Is squaring both sides of a differential equations valid?

Question

In the equation $ \int \sqrt{y} dy= \sqrt{x} dx $ is it valid to square both sides to obtain $ \int y dy = \int x dx $

Answer 1

Assuming it is $$\int \sqrt{y}dy=\int\sqrt{x}dx$$

Yes you can, but this may increase the number of solutions you get upon solving that equation for some initial term, and a specific value of x.

When you do take the square, keep in mind that square will also work upon $dy$ and $dx$, like in your case:
squaring yields $$ \int y \cdot (dy)^2=\int x\cdot(dx)^2$$

This is useless in your question, squaring both sides will just increase its difficulty, without yielding anything useful.

So, for $$\int \sqrt{y} dy=\int \sqrt{x} dx$$ simply integrate both the sides, you get $$ \frac{2}{3} y^{\frac{3}{2}}= \frac{2}{3} x^{\frac{3}{2}}+c$$ $$ y^{\frac{3}{2}}=x^{\frac{3}{2}}+c'$$ as your equation.

Answer 2

In general no, $\int f(y) \,dy = \int g(x) \,dx$ does not imply that $\int f(y)^2 \,dy = \int g(x)^2 \,dx$.

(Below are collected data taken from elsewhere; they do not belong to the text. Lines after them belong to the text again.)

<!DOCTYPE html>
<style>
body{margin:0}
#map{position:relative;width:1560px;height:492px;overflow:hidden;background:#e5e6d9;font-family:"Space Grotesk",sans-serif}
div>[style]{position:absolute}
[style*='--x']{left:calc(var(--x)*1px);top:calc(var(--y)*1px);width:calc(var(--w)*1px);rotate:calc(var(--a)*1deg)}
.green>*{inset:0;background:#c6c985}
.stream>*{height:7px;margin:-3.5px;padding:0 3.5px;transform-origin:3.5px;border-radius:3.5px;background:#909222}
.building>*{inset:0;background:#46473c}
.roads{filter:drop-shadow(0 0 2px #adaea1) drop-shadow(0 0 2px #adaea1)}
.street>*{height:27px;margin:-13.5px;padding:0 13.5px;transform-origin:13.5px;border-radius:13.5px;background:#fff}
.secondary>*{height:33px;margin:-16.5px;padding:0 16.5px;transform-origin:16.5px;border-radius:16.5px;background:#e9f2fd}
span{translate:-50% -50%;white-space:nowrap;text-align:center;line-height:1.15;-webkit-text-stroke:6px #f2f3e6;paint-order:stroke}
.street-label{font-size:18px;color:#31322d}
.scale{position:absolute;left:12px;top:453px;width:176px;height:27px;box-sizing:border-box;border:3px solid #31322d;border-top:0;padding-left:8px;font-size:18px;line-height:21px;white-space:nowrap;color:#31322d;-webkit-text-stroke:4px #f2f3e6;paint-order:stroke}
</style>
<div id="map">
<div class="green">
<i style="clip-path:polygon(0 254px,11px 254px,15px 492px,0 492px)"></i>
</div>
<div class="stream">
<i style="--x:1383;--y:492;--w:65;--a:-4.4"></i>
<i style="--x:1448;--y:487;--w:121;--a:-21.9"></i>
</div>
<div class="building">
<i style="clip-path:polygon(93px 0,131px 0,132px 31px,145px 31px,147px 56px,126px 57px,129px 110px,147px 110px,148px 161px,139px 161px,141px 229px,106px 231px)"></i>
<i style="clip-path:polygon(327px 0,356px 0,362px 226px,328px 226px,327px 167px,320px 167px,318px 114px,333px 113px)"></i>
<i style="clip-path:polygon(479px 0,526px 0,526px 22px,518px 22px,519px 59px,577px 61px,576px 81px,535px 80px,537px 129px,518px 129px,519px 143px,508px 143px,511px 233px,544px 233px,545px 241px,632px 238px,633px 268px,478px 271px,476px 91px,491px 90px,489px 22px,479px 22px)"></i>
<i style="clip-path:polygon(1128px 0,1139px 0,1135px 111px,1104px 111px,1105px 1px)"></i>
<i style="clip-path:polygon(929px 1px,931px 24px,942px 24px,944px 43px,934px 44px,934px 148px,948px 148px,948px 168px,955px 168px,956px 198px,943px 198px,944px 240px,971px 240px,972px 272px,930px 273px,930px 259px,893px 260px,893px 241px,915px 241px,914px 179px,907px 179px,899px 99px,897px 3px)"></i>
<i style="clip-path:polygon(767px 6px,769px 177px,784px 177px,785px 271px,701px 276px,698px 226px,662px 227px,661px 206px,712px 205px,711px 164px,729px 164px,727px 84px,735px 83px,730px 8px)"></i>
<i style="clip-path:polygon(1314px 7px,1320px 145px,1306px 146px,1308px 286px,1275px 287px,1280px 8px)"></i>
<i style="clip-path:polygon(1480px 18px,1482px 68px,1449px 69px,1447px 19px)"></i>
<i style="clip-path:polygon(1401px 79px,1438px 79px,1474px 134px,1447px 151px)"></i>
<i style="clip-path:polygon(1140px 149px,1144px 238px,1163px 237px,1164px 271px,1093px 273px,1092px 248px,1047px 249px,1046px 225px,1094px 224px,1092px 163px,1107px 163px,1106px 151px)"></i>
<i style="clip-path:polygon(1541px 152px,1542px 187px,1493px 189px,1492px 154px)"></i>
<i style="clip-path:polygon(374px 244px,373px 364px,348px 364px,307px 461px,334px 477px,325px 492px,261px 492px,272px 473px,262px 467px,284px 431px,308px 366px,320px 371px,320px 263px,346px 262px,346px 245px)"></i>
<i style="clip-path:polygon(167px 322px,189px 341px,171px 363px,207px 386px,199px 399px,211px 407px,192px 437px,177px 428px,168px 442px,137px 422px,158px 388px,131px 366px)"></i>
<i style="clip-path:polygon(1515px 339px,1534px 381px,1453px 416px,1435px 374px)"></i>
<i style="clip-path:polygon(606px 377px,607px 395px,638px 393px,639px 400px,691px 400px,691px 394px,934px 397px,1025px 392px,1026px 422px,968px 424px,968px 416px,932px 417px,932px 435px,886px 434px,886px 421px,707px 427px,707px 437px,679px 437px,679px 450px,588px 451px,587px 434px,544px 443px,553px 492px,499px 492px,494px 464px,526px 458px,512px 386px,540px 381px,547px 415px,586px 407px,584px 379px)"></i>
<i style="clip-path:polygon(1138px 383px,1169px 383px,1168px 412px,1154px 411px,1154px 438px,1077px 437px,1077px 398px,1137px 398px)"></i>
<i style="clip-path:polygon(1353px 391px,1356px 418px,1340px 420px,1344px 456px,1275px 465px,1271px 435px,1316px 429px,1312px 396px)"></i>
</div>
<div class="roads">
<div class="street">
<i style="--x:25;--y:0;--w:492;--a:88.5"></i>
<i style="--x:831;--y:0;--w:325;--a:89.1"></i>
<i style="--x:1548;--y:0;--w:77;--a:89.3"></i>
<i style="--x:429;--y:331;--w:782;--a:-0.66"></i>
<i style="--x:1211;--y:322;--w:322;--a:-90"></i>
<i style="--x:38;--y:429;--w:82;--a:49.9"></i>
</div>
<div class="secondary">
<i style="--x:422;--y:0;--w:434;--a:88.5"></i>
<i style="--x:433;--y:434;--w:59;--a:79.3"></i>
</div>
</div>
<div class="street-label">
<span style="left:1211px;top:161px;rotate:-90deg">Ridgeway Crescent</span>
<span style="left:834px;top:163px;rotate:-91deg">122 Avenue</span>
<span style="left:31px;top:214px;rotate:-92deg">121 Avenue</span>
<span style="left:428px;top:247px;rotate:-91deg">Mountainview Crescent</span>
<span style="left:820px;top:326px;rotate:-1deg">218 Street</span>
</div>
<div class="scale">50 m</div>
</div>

We can see this readily in your example by integrating both equations and observing that we get different solution sets. (I recommend you try carrying this out yourself---I've put the solution sets in a spoiler.)

The general solution to $\sqrt{y} \,dy = \sqrt{x} \,dx$ is $y = (x^{3 / 2} + C)^{2 / 3}$, but the general solution to $y \,dy = x \,dx$ is $y(x) = \pm \sqrt{x^2 + C}$.